■ **Problem description**:
Please filter the data down to the lines that include the word "sheet" and copy them.

■ **Provided material**:

##############################

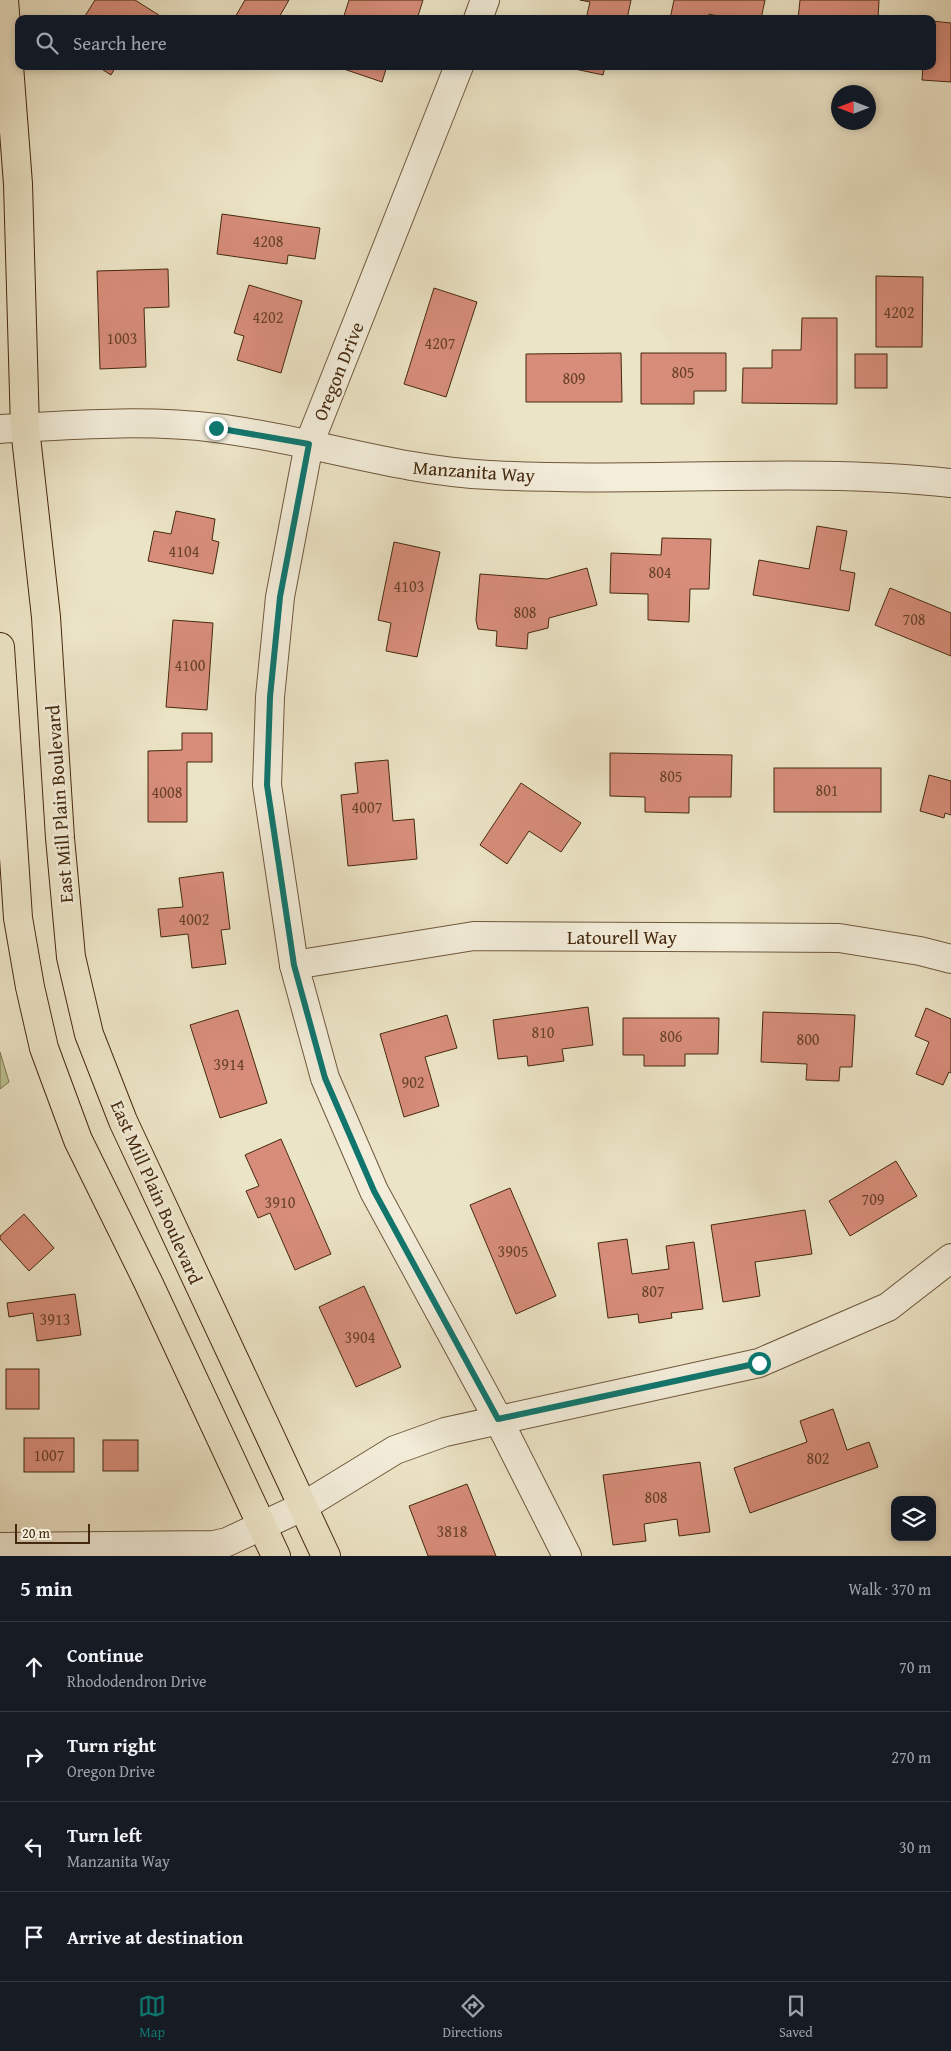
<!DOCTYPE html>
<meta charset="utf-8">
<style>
body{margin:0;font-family:"Gentium Book Plus",serif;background:#242831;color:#f1f3f6}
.controls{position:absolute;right:15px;bottom:15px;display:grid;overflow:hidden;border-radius:10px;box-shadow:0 2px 8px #0003}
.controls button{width:45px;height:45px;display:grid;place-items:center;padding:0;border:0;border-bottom:1px solid #363941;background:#171b24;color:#f1f3f6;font:25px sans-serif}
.compass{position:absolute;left:831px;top:85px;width:45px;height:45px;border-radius:50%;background:#171b24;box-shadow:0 2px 8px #0003;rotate:270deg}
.scale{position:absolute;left:15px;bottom:12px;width:75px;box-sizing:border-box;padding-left:5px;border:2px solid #45290e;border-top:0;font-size:14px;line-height:18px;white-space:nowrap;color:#45290e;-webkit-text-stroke:4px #f3edda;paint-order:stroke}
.stop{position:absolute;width:15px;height:15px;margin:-11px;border:4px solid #0f766e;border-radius:50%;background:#fff}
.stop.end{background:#0f766e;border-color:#fff;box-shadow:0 1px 5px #0008}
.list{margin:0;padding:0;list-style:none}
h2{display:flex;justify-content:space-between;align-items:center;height:65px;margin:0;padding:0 20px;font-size:21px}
h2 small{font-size:16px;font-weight:400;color:#9ea1a6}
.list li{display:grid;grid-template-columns:32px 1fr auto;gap:15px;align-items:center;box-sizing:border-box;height:90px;padding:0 20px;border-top:1px solid #363941}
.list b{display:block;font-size:19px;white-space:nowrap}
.list p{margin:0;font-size:16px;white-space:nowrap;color:#9ea1a6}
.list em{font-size:16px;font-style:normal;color:#9ea1a6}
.icon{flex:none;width:28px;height:28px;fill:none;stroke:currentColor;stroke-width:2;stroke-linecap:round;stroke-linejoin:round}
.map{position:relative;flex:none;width:951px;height:1556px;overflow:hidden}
.search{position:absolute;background:#171b24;box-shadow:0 2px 8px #0003;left:15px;right:15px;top:15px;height:55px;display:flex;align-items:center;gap:12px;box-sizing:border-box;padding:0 18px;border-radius:10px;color:#9ea1a6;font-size:19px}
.sheet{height:425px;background:#171b24}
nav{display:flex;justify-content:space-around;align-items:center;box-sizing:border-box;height:70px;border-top:1px solid #363941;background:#171b24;font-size:14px;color:#9ea1a6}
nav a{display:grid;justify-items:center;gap:2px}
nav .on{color:#0f766e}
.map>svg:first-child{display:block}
.green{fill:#bbc393;stroke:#807650}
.building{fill:#d78d7a;stroke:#45290e}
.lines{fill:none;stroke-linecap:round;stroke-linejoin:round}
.minor-casing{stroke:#6f583c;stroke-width:30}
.major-casing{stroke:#45290e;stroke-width:30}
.minor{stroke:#f3edda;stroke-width:28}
.major{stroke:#ece4c6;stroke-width:28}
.route{stroke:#0f766e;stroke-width:6}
.labels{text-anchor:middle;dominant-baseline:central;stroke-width:5;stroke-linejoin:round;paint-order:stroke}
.number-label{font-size:16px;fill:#6a4229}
.street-label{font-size:19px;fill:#45290e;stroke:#f3edda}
</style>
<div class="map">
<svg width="951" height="1556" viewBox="0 0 951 1556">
<rect width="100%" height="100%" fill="#ece4c6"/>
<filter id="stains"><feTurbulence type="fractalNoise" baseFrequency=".004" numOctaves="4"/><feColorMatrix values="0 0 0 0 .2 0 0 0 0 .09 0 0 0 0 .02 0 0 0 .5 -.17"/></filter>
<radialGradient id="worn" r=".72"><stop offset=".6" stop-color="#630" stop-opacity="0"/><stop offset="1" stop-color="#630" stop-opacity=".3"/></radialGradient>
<polygon class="green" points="0,1052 9,1082 0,1089"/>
<g class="building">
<polygon points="95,0 135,0 165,19 90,19 85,16"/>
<polygon points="245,0 289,0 278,19 234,19"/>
<polygon points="349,0 423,0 417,19 343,19"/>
<polygon points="580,0 631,0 627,19 586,19 590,2"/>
<polygon points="674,0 765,0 761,19 731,19 709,14 708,19 670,19"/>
<polygon points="800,0 879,0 878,19 798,19"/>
<polygon points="932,21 951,23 951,82 922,80 923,66 932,66"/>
<polygon points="97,66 116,66 111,75"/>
<polygon points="335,66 387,66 382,82"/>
<polygon points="576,66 605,66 603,75 575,69"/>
<polygon points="222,214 320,228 315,259 288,255 287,264 217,254"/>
<polygon points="168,269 169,307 144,308 146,367 100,369 97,271"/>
<polygon points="876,276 923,277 922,347 876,347"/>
<polygon points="249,285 302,301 281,373 237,360 244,336 234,333"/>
<polygon points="434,288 477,302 446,397 404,384"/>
<polygon points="802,318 837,318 837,404 742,403 743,368 772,368 772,350 801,350"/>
<polygon points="621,353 622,402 526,402 526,354"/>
<polygon points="641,353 726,353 726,391 694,391 694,404 641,404"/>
<rect x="855" y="354" width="32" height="34"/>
<polygon points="176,511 215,519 212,540 219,542 213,574 148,561 154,531 171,534"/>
<polygon points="817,526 847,531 840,570 855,573 849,611 753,595 759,560 809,569"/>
<polygon points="662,538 711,539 709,589 690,589 689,622 648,620 648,594 610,593 611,553 661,555"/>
<polygon points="394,542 440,552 417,657 386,651 391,623 378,620"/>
<polygon points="587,568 597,605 549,618 548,628 528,633 527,649 496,646 497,631 478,629 476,620 480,574 547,579"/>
<polygon points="890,588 951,613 951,656 875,625"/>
<polygon points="173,620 213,623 207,710 166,707"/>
<polygon points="182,733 212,733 212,762 187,762 187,822 148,822 148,751 182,750"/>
<polygon points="610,753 732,755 731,797 689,797 689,813 645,812 645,797 610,796"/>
<polygon points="388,760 393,821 414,819 417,859 348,866 341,795 358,793 355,763"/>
<rect x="774" y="768" width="107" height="44"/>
<polygon points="929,775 951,781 951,815 945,813 944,818 920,811"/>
<polygon points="521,783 581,823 561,852 529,831 507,864 480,845"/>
<polygon points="223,872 230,929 221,930 226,964 192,968 188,934 161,937 158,909 183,907 179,878"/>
<polygon points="588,1007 593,1045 562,1049 564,1061 528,1066 527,1056 498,1059 493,1020"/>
<polygon points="926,1008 951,1019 951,1073 949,1072 943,1085 916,1074 929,1042 915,1036"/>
<polygon points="238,1010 267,1103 220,1118 190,1025"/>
<polygon points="763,1012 855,1015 852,1067 840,1067 839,1081 806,1080 807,1064 761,1062"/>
<polygon points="447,1015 457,1048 425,1057 439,1106 404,1117 380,1034"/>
<polygon points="623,1018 719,1018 718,1054 685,1054 685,1066 644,1066 644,1055 623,1055"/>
<polygon points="281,1139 331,1254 295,1270 270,1213 258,1218 246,1191 259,1186 245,1155"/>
<polygon points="896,1161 917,1196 850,1236 829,1201"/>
<polygon points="510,1188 556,1296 516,1314 470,1205"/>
<polygon points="805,1210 812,1254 755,1262 760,1296 723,1302 711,1225"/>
<polygon points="24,1214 54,1248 29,1271 0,1239 0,1236"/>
<polygon points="627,1239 632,1274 669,1269 666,1246 694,1242 703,1309 671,1313 672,1318 639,1323 638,1314 608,1318 598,1243"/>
<polygon points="364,1286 401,1367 356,1387 319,1307"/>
<polygon points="75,1294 81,1335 37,1341 33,1313 9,1317 7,1303"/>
<rect x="6" y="1369" width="33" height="40"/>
<polygon points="833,1409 847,1450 869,1442 878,1467 750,1513 734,1468 807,1442 800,1421"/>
<rect x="24" y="1438" width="50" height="34"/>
<rect x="103" y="1440" width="35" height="31"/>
<polygon points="700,1462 710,1532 679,1536 677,1519 644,1524 646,1541 613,1545 603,1475"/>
<polygon points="467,1484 496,1556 428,1556 409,1506"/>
</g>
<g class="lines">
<defs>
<g id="minor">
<polyline points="478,19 485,0"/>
<polyline points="459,66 309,444 280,597 270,697 267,785 294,965 325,1078 374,1191 498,1419 567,1556"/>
<path d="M0 429C71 425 145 419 216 428 308 439 397 471 490 475 643 483 800 467 951 483"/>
<polyline points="294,965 474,936 839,938 920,951 951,959"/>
<polyline points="0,1547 214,1545 227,1542 302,1507 395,1450 445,1432 759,1363 888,1307 951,1258"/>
</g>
<g id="major">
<polyline points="4,0 18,184 25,428 46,617 60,838 71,957 89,1034 123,1121 326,1556"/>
<polyline points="0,647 18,918 30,987 44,1048 78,1140 148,1282 276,1556"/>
</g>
</defs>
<use href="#minor" class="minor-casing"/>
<use href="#major" class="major-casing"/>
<use href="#minor" class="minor"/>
<use href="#major" class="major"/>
</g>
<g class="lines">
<polyline class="route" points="216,428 309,444 280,597 270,697 267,785 294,965 325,1078 374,1191 498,1419 759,1363"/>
</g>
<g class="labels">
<g class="number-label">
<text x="268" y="241">4208</text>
<text x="899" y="312">4202</text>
<text x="268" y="317">4202</text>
<text x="122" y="338">1003</text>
<text x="440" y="343">4207</text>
<text x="683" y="372">805</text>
<text x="574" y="378">809</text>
<text x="184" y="551">4104</text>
<text x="660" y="572">804</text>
<text x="409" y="586">4103</text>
<text x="525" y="612">808</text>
<text x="914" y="619">708</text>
<text x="190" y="665">4100</text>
<text x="671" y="776">805</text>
<text x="827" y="790">801</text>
<text x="167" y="792">4008</text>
<text x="367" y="807">4007</text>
<text x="194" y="919">4002</text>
<text x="543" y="1032">810</text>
<text x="671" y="1036">806</text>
<text x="808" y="1039">800</text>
<text x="229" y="1064">3914</text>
<text x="413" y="1082">902</text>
<text x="873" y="1199">709</text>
<text x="280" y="1202">3910</text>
<text x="513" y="1251">3905</text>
<text x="653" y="1291">807</text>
<text x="55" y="1319">3913</text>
<text x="360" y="1337">3904</text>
<text x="49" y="1455">1007</text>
<text x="818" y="1458">802</text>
<text x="656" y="1497">808</text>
<text x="452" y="1531">3818</text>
</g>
<g class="street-label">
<text transform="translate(338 371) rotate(-68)">Oregon Drive</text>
<text transform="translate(474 471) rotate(4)">Manzanita Way</text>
<text transform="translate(59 804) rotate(-94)">East Mill Plain Boulevard</text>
<text x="622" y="937">Latourell Way</text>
<text transform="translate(157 1192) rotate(66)">East Mill Plain Boulevard</text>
</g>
</g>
<rect width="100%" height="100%" filter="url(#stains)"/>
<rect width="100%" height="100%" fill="url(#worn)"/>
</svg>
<div class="controls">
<button><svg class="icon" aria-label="layers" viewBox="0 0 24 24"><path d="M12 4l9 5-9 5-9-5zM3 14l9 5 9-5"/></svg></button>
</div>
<svg class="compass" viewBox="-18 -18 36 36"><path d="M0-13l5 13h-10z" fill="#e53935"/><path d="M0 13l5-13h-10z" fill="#9ea1a6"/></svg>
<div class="scale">20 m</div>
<div class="stop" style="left:759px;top:1363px"></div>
<div class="stop end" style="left:216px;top:428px"></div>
<div class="search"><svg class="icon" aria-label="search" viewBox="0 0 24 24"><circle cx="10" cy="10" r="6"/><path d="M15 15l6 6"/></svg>Search here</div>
</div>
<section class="sheet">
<h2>5 min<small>Walk · 370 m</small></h2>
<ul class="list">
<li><svg class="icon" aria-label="ahead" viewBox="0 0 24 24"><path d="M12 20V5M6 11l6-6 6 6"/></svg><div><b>Continue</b><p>Rhododendron Drive</p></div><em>70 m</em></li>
<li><svg class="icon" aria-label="right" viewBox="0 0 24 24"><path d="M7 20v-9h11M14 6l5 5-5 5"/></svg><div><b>Turn right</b><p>Oregon Drive</p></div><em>270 m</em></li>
<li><svg class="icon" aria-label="left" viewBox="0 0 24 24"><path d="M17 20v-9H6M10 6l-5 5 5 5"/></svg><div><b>Turn left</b><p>Manzanita Way</p></div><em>30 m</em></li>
<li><svg class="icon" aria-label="arrive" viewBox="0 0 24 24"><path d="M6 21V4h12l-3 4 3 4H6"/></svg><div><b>Arrive at destination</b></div></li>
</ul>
</section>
<nav>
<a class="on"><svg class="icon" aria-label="map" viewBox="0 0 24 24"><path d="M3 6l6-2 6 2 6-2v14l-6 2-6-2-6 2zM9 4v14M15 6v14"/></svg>Map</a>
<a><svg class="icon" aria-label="directions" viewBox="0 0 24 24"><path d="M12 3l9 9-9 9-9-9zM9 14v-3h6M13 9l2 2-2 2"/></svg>Directions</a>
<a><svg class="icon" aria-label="saved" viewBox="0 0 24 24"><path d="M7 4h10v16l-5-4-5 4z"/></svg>Saved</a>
</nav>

##############################

■ **Response area**:
.sheet{height:425px;background:#171b24}
<section class="sheet">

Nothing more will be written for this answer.